_MATERIAL PROVIDED_
====

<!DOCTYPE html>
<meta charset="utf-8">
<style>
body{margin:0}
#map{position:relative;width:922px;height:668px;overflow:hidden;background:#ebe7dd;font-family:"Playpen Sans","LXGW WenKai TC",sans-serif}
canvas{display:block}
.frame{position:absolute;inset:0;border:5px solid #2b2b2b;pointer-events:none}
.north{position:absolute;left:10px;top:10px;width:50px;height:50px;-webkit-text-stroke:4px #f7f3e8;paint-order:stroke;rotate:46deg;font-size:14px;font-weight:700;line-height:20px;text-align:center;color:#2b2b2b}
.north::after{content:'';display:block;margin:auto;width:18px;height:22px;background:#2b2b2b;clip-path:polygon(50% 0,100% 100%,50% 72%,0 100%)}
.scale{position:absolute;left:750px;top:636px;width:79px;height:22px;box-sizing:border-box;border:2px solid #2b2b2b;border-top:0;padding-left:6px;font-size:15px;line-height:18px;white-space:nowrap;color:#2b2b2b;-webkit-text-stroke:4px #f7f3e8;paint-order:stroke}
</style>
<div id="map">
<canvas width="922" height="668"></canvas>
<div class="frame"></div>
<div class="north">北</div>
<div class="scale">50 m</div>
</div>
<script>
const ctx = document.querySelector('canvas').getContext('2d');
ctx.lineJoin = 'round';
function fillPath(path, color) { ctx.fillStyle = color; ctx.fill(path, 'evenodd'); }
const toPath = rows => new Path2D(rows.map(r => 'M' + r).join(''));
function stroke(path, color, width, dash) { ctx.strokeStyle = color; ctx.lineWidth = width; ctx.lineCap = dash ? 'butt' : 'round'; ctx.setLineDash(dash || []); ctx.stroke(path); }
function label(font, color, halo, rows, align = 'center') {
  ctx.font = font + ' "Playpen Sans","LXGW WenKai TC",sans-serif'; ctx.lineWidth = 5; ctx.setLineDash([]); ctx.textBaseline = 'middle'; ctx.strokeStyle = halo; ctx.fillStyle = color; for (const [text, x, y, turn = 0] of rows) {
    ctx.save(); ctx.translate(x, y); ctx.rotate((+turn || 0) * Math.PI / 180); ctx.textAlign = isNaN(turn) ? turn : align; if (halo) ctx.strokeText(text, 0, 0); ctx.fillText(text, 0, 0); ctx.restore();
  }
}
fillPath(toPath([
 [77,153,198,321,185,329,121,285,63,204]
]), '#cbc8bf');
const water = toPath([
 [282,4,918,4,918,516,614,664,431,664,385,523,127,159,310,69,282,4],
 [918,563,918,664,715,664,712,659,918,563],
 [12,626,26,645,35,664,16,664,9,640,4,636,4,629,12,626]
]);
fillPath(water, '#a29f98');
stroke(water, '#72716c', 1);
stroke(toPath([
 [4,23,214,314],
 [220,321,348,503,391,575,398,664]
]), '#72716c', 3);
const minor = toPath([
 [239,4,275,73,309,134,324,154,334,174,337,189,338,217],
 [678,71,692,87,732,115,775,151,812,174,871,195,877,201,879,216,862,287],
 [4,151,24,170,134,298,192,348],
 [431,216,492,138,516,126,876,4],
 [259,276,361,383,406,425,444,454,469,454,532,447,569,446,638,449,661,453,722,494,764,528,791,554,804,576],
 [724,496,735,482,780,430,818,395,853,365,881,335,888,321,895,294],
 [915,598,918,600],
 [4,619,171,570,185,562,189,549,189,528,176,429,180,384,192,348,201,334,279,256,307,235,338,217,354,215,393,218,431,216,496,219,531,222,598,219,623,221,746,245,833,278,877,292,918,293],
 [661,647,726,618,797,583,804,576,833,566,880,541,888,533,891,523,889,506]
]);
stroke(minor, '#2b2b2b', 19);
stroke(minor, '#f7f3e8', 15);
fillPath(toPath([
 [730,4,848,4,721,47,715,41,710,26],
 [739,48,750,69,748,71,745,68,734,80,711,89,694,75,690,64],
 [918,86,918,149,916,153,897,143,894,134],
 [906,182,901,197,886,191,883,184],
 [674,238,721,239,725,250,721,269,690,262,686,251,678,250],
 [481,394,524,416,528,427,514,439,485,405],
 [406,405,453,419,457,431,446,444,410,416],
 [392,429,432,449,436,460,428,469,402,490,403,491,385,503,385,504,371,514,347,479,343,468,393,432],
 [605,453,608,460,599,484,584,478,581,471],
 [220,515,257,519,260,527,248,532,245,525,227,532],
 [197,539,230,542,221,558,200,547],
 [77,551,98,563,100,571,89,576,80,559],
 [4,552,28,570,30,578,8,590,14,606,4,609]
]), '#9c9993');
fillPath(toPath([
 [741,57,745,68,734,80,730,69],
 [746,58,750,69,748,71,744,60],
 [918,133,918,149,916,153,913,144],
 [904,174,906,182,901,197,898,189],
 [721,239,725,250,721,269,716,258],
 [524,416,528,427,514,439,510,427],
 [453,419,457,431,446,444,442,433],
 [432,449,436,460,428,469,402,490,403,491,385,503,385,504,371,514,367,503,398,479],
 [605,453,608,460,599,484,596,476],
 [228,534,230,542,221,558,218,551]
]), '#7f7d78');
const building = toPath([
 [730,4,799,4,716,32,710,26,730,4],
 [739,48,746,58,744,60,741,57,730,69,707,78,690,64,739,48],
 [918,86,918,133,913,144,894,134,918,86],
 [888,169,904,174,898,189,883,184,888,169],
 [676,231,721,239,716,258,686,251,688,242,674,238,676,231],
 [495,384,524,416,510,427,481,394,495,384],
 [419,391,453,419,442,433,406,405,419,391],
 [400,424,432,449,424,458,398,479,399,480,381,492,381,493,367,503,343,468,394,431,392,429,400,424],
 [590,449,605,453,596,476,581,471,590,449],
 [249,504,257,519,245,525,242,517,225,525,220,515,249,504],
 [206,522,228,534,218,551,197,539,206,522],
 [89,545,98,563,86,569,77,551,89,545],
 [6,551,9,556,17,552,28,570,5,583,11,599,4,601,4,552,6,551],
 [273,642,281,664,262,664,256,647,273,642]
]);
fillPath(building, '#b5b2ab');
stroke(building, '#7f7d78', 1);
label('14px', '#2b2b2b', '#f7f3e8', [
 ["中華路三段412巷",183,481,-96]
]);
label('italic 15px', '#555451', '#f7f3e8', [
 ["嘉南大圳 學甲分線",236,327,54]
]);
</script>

====

Look over the material above and report each line holding "lineWidth".

function stroke(path, color, width, dash) { ctx.strokeStyle = color; ctx.lineWidth = width; ctx.lineCap = dash ? 'butt' : 'round'; ctx.setLineDash(dash || []); ctx.stroke(path); }
  ctx.font = font + ' "Playpen Sans","LXGW WenKai TC",sans-serif'; ctx.lineWidth = 5; ctx.setLineDash([]); ctx.textBaseline = 'middle'; ctx.strokeStyle = halo; ctx.fillStyle = color; for (const [text, x, y, turn = 0] of rows) {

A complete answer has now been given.